*Activity*
Using the data beneath this instruction, retype only the lines from the one that contains "Parse this image: labels, road" down to the one that contains "For a GIS import: Summarize", both included, exactly as they appear.

*Material to process*
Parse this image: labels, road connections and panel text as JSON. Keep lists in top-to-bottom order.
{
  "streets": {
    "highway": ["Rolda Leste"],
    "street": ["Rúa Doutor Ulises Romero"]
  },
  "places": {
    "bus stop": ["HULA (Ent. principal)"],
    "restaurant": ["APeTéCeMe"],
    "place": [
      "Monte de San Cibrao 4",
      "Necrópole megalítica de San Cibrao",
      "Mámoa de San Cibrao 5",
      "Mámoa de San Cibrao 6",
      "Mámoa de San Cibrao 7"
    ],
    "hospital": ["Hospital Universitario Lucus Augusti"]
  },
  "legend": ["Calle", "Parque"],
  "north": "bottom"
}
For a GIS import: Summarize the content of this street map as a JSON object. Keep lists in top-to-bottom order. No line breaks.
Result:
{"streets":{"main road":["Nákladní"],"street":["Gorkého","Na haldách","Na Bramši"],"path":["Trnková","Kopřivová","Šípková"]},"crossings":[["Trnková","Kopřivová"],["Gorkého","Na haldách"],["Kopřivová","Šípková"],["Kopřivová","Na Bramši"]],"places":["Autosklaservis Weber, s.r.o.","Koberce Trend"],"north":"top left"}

---

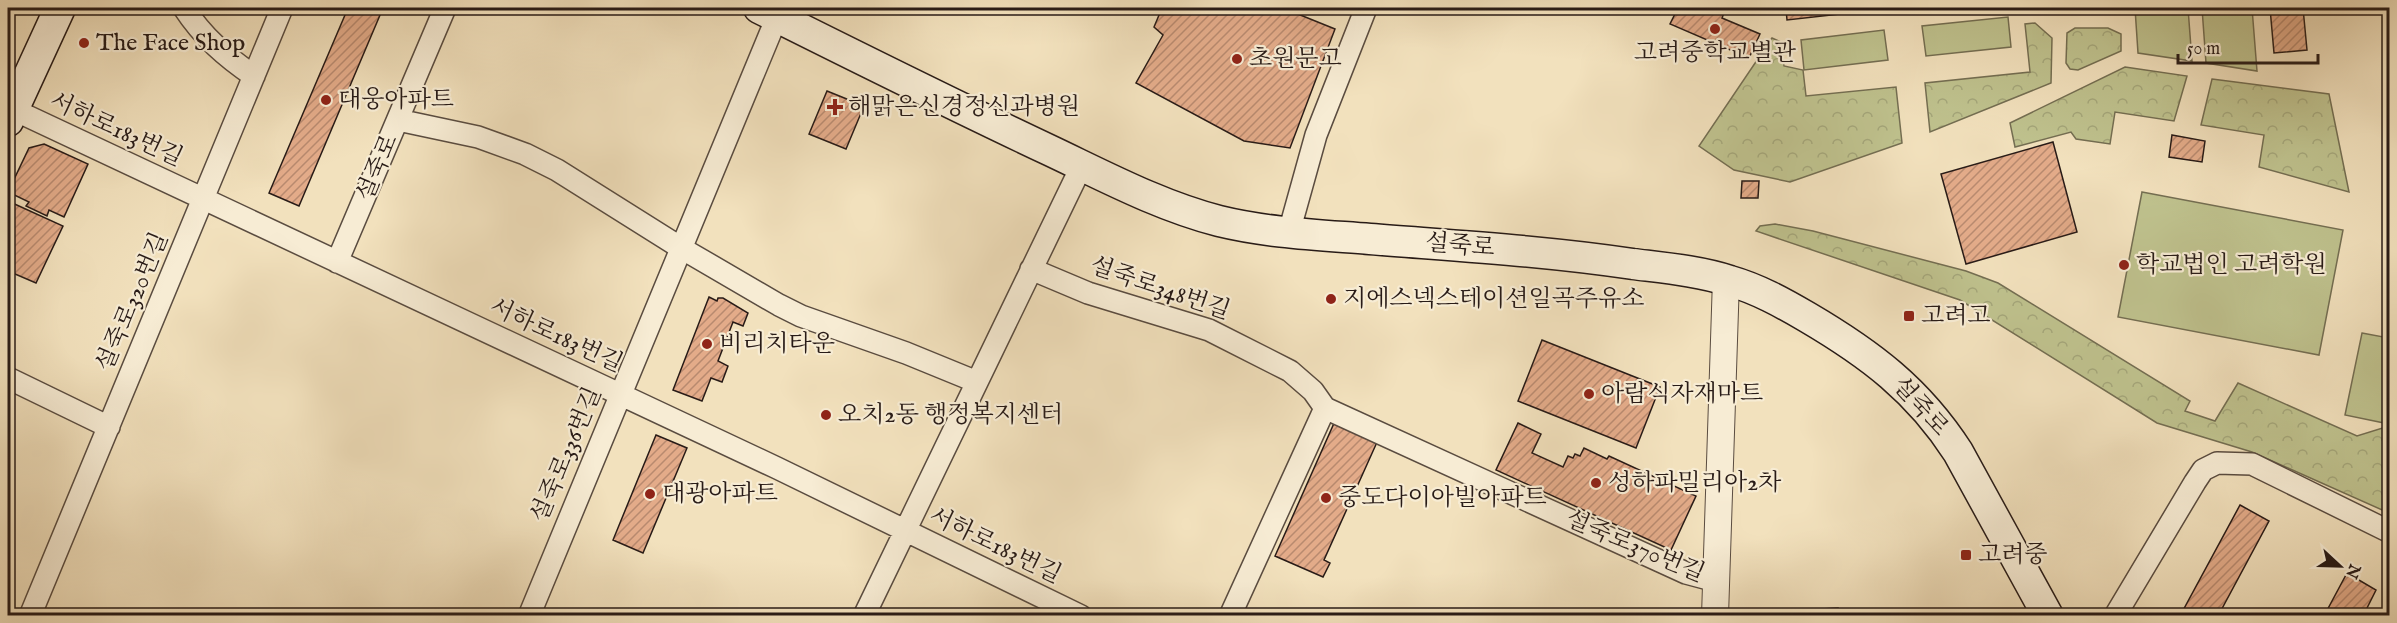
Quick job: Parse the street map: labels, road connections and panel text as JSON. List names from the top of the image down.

*Response to the exercise*
Parse this image: labels, road connections and panel text as JSON. Keep lists in top-to-bottom order.
{
  "streets": {
    "highway": ["Rolda Leste"],
    "street": ["Rúa Doutor Ulises Romero"]
  },
  "places": {
    "bus stop": ["HULA (Ent. principal)"],
    "restaurant": ["APeTéCeMe"],
    "place": [
      "Monte de San Cibrao 4",
      "Necrópole megalítica de San Cibrao",
      "Mámoa de San Cibrao 5",
      "Mámoa de San Cibrao 6",
      "Mámoa de San Cibrao 7"
    ],
    "hospital": ["Hospital Universitario Lucus Augusti"]
  },
  "legend": ["Calle", "Parque"],
  "north": "bottom"
}
For a GIS import: Summarize the content of this street map as a JSON object. Keep lists in top-to-bottom order. No line breaks.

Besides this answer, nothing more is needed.